§ What the task requires: Every line below that holds the string "order" should be copied out.

§ Input data:
##########

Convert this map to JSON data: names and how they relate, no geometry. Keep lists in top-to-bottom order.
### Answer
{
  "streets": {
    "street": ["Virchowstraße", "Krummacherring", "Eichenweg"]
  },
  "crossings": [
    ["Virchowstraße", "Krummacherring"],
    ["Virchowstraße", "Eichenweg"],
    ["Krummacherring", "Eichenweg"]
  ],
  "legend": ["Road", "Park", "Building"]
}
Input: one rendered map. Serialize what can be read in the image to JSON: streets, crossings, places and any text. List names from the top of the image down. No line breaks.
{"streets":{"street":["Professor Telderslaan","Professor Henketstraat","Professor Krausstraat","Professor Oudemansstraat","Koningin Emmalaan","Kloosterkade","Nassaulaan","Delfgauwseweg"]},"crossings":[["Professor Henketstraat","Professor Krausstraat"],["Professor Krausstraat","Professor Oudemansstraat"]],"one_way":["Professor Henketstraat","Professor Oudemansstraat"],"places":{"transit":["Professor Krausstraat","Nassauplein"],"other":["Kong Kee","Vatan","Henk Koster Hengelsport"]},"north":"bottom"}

##########

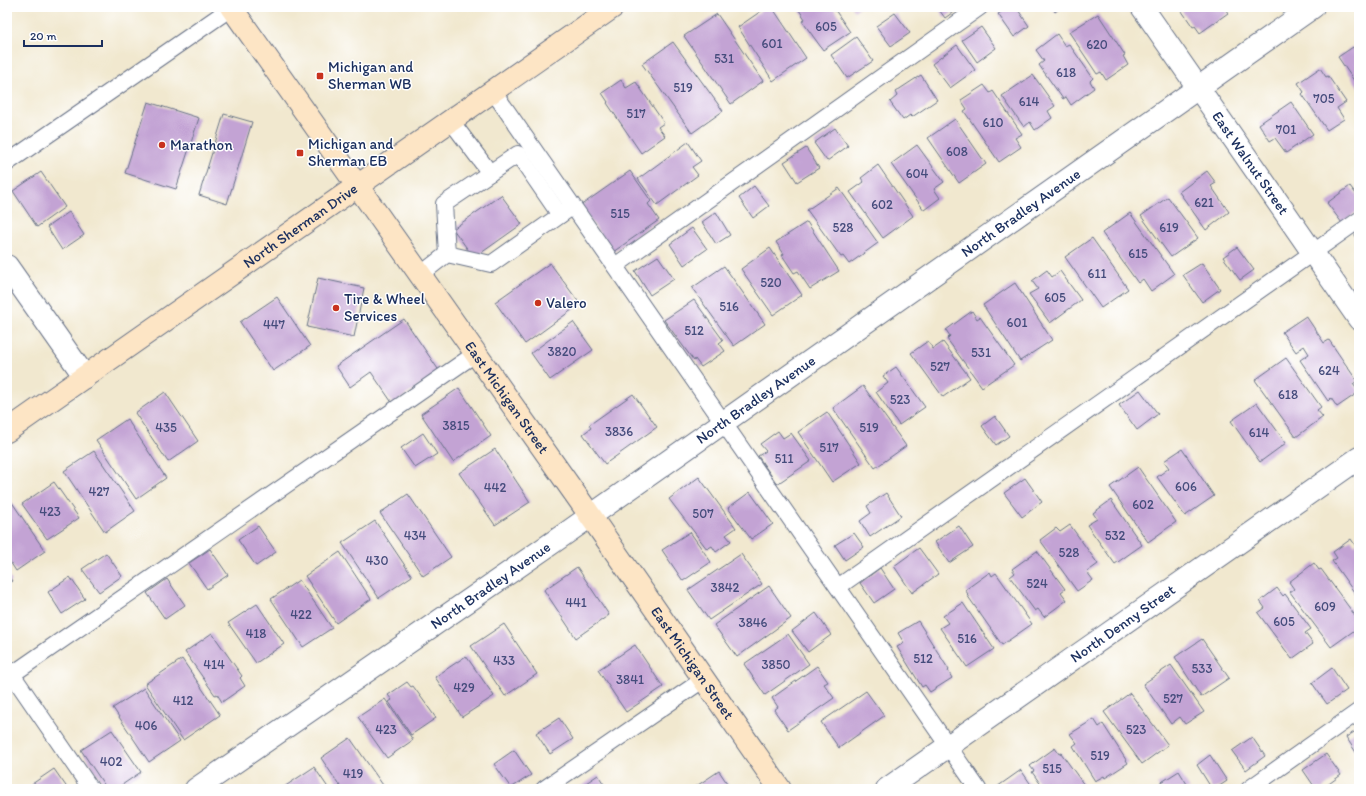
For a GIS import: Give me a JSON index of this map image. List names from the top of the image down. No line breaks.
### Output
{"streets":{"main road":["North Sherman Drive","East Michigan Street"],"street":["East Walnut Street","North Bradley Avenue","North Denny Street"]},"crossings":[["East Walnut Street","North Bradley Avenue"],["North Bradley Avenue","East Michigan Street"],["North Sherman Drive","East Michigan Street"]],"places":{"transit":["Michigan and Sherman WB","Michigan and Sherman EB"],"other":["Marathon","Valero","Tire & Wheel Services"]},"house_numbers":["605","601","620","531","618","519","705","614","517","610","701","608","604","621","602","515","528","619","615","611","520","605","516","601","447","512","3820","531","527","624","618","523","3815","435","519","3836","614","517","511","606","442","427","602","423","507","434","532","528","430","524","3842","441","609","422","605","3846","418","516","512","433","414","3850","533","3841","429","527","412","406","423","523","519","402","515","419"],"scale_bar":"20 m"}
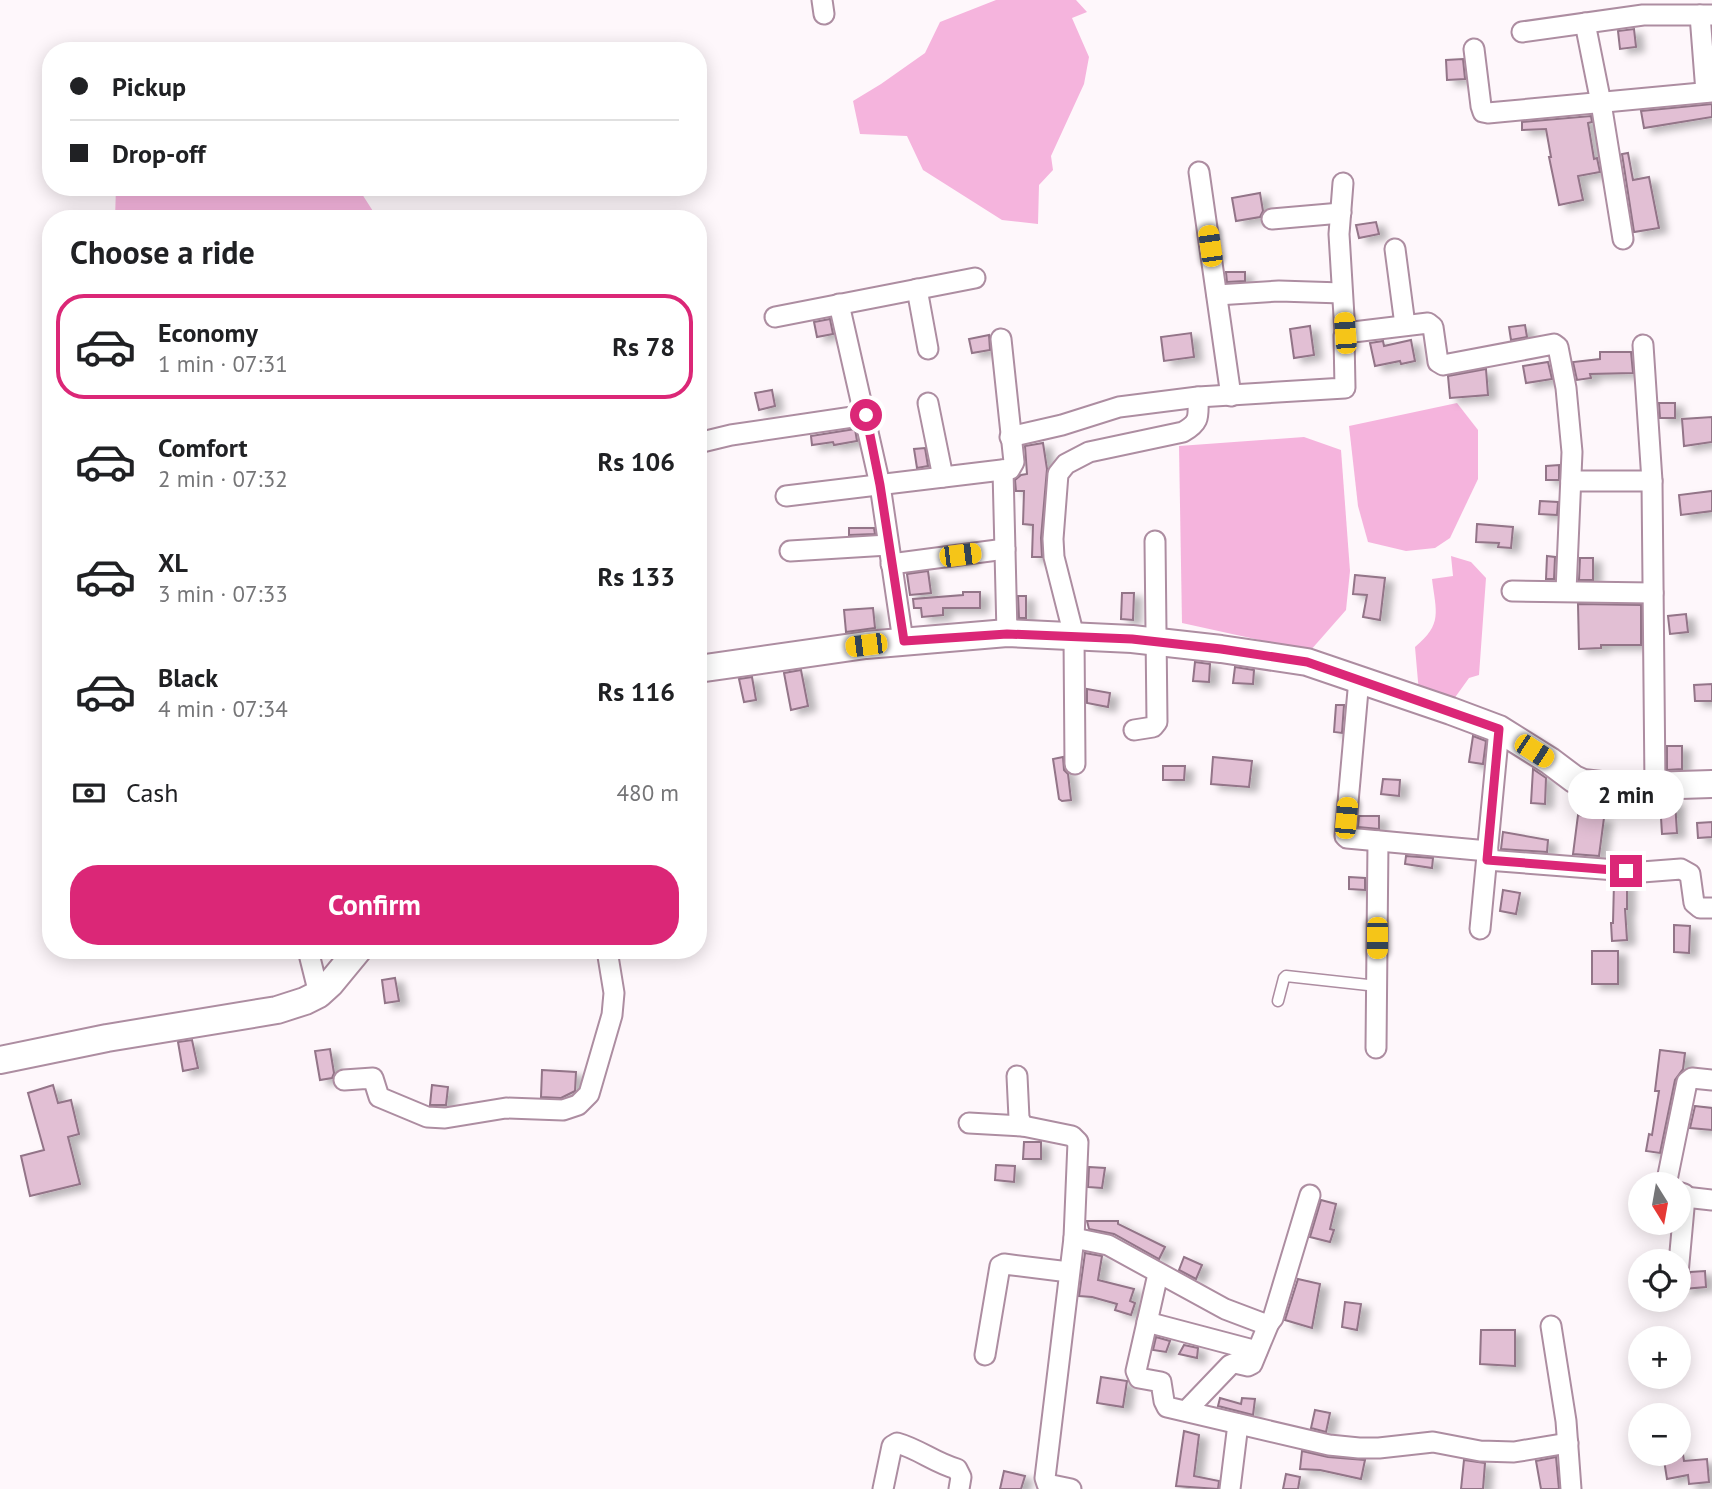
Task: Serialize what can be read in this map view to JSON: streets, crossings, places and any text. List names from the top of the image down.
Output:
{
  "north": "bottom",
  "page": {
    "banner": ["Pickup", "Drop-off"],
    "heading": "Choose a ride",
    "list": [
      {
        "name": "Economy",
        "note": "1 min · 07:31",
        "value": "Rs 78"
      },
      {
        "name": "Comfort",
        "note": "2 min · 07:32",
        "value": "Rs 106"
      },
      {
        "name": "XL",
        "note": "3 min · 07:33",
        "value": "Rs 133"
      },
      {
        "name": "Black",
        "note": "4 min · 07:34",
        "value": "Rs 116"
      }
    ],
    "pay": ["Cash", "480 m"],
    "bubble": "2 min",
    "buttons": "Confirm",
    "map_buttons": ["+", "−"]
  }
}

##########

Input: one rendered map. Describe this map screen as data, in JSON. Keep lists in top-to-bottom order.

##########

§ Result of the exercise:
Convert this map to JSON data: names and how they relate, no geometry. Keep lists in top-to-bottom order.
Input: one rendered map. Describe this map screen as data, in JSON. Keep lists in top-to-bottom order.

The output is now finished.